Nella regione di Nanjing, in Cina, a ovest di Shanghai, è stato scoperto un fossile che ha rivoluzionato la nostra comprensione dell’evoluzione delle piante. Si tratta di Nanjinganthus dendrostyla, il fiore più antico mai trovato, risalente a circa 174 milioni di anni fa. Questa scoperta ha spostato indietro di oltre 40 milioni di anni l’origine delle angiosperme, le piante con fiori e frutti, fino a quel momento datate al Cretaceo, circa 130 milioni di anni fa.

Per lungo tempo gli scienziati hanno creduto che i fiori siano comparsi in un’era geologica relativamente recente.

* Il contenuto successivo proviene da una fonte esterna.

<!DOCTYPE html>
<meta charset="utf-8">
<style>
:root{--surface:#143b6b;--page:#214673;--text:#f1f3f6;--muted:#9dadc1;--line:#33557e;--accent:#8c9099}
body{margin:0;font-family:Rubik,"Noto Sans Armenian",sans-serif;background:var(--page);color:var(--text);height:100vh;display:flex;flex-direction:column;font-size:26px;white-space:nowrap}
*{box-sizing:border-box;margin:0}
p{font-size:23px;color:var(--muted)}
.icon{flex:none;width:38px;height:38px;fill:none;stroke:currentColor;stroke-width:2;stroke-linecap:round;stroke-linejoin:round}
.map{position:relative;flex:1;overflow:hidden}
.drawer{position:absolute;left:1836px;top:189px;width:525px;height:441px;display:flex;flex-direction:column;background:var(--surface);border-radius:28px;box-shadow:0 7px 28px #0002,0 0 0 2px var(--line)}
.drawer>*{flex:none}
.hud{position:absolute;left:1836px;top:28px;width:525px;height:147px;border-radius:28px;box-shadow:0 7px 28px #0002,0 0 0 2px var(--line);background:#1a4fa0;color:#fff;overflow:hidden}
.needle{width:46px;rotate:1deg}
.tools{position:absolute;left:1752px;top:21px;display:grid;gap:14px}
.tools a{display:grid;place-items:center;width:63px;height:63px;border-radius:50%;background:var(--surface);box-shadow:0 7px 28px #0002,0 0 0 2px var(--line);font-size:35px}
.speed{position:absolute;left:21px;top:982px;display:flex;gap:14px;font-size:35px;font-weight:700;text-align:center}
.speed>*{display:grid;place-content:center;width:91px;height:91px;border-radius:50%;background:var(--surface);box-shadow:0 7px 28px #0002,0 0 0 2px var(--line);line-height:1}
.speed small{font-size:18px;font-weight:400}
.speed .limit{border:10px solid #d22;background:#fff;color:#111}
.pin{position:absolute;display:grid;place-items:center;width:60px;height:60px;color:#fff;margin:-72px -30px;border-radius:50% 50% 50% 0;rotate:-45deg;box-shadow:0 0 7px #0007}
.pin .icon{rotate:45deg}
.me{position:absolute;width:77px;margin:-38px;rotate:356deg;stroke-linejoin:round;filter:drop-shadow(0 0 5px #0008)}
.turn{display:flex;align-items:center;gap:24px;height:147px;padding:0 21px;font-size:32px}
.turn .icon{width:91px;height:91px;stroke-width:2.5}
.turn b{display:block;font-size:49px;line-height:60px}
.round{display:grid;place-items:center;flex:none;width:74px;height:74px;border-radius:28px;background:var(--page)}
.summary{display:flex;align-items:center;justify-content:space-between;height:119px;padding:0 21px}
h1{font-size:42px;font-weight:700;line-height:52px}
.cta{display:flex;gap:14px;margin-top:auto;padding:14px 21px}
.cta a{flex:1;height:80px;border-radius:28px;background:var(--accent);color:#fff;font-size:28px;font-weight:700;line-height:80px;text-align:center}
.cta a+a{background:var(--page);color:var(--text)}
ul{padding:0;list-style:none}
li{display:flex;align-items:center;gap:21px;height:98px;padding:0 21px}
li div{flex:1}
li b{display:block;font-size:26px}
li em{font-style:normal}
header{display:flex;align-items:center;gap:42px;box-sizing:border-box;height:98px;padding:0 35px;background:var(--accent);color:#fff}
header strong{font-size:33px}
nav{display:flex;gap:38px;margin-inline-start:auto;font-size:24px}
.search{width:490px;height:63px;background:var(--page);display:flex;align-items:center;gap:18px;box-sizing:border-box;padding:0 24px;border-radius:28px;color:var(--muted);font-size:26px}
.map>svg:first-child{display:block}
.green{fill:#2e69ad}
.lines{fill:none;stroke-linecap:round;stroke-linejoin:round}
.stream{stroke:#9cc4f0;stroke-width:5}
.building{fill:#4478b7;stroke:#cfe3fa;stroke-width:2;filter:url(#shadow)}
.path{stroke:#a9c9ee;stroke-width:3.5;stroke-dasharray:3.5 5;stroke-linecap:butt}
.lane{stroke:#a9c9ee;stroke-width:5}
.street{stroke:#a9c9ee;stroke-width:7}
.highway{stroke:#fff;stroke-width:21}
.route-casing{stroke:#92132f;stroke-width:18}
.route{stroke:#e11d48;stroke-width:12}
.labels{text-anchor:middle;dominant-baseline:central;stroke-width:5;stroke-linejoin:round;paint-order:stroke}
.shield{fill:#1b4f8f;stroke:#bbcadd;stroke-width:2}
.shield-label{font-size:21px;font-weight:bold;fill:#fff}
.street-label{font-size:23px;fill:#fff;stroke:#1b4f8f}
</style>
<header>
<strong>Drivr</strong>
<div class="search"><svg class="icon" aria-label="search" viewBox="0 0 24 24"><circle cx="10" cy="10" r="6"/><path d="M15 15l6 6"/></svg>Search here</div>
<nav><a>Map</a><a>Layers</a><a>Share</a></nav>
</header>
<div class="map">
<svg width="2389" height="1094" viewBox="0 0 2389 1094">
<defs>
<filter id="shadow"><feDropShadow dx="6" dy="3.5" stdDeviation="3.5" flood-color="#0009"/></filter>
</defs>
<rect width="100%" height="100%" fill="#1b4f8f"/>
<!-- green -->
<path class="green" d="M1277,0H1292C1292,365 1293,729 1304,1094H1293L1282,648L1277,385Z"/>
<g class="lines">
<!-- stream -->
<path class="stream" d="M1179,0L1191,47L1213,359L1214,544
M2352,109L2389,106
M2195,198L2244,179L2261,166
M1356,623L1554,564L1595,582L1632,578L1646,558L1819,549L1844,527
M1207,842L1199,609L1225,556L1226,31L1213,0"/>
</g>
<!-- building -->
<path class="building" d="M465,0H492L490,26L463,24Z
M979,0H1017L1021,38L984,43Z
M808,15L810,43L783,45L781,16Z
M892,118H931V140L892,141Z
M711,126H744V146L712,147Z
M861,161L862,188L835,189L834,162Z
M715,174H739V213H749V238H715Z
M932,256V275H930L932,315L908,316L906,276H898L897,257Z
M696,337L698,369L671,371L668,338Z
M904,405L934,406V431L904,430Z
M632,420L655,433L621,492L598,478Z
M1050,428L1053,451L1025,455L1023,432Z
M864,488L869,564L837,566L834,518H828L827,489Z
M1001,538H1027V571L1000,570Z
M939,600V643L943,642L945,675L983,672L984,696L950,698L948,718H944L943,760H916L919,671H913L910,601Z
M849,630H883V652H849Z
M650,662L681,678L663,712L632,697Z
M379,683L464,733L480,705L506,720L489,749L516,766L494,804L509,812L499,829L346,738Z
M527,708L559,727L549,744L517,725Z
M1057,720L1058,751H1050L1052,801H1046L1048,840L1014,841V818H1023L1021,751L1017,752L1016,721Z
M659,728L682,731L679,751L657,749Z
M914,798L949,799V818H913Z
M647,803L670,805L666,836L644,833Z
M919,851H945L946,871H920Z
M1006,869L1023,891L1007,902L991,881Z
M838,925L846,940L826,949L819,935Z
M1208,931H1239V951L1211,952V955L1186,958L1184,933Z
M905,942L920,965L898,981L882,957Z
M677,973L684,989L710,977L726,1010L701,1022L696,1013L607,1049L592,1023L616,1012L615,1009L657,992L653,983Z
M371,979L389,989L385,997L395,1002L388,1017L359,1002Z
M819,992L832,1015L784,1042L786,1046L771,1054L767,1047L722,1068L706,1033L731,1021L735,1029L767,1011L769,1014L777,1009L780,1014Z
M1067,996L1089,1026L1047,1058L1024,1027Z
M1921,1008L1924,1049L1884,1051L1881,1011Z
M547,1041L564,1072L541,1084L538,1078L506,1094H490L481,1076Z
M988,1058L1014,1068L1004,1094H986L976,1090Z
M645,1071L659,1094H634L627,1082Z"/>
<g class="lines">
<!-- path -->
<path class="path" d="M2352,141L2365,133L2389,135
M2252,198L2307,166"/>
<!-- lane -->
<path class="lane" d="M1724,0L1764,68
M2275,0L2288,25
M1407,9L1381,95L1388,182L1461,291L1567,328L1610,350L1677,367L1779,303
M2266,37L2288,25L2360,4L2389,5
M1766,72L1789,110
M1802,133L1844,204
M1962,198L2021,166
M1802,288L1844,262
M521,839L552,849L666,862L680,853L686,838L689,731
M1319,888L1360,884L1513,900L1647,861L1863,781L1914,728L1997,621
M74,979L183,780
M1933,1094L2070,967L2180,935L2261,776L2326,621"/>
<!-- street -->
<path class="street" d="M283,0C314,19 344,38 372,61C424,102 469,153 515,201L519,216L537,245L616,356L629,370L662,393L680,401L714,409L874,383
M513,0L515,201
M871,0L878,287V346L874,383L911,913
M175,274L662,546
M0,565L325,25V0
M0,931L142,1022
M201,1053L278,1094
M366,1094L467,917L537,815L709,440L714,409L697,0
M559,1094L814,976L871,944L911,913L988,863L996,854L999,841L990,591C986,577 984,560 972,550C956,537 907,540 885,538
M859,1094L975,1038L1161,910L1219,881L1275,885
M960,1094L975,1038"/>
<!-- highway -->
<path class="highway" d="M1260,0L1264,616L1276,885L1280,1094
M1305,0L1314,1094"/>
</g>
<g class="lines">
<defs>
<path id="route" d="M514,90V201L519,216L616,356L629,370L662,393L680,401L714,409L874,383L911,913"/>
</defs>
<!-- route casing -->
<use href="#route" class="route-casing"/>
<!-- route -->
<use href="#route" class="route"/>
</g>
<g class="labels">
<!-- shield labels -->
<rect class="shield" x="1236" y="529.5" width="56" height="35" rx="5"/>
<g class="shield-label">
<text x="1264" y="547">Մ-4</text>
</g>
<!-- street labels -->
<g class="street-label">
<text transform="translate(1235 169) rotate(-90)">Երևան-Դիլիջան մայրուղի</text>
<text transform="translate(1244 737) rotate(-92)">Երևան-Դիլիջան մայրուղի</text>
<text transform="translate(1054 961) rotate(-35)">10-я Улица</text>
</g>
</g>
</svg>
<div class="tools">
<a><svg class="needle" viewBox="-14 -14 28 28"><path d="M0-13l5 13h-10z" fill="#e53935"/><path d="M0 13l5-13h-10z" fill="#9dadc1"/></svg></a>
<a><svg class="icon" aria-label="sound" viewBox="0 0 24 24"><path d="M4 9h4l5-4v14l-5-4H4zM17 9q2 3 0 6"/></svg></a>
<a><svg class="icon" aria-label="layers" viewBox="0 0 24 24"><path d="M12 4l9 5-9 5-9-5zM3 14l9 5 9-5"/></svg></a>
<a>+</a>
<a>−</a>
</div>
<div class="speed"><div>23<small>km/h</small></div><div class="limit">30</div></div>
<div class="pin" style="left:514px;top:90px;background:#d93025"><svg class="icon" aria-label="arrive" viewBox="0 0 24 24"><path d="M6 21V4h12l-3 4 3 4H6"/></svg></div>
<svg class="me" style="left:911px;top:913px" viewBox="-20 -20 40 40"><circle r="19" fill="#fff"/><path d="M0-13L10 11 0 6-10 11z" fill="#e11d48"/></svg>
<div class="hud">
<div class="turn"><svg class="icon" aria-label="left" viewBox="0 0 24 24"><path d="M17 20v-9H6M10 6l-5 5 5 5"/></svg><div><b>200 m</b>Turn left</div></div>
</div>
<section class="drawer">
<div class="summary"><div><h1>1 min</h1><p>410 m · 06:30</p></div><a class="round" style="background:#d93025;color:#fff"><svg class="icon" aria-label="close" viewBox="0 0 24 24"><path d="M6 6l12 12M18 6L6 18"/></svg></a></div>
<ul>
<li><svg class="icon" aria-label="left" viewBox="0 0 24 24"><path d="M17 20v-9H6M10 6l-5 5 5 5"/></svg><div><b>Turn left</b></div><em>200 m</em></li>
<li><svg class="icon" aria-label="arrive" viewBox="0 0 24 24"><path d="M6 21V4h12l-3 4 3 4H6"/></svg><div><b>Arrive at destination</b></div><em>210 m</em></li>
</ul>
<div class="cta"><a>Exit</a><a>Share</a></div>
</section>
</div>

Ma questo piccolo fossile, ben conservato, mostra una struttura sorprendentemente simile a quella dei fiori moderni: con petali, sepali e un apparato riproduttivo complesso. La sua forma ramificata, suggerita dal nome "dendrostyla", indica un’organizzazione avanzata, nonostante l’antichità.

La scoperta di Nanjinganthus non è solo un record archeobotanico: cambia le carte in tavola sulla storia dell’evoluzione vegetale. Significa che le piante fiorite potrebbero aver convissuto con i dinosauri molto prima di quanto si pensasse, adattandosi a ecosistemi ormai scomparsi. Gli studiosi oggi continuano a studiare questi fossili per capire come e perché i fiori siano diventati così centrali nella biodiversità terrestre.

Un piccolo fiore pietrificato, dunque, racconta una storia antichissima e affascinante: quella delle origini del mondo floreale che oggi ammiriamo in ogni stagione. Una prova tangibile che la bellezza ha radici più profonde di quanto mai immaginato.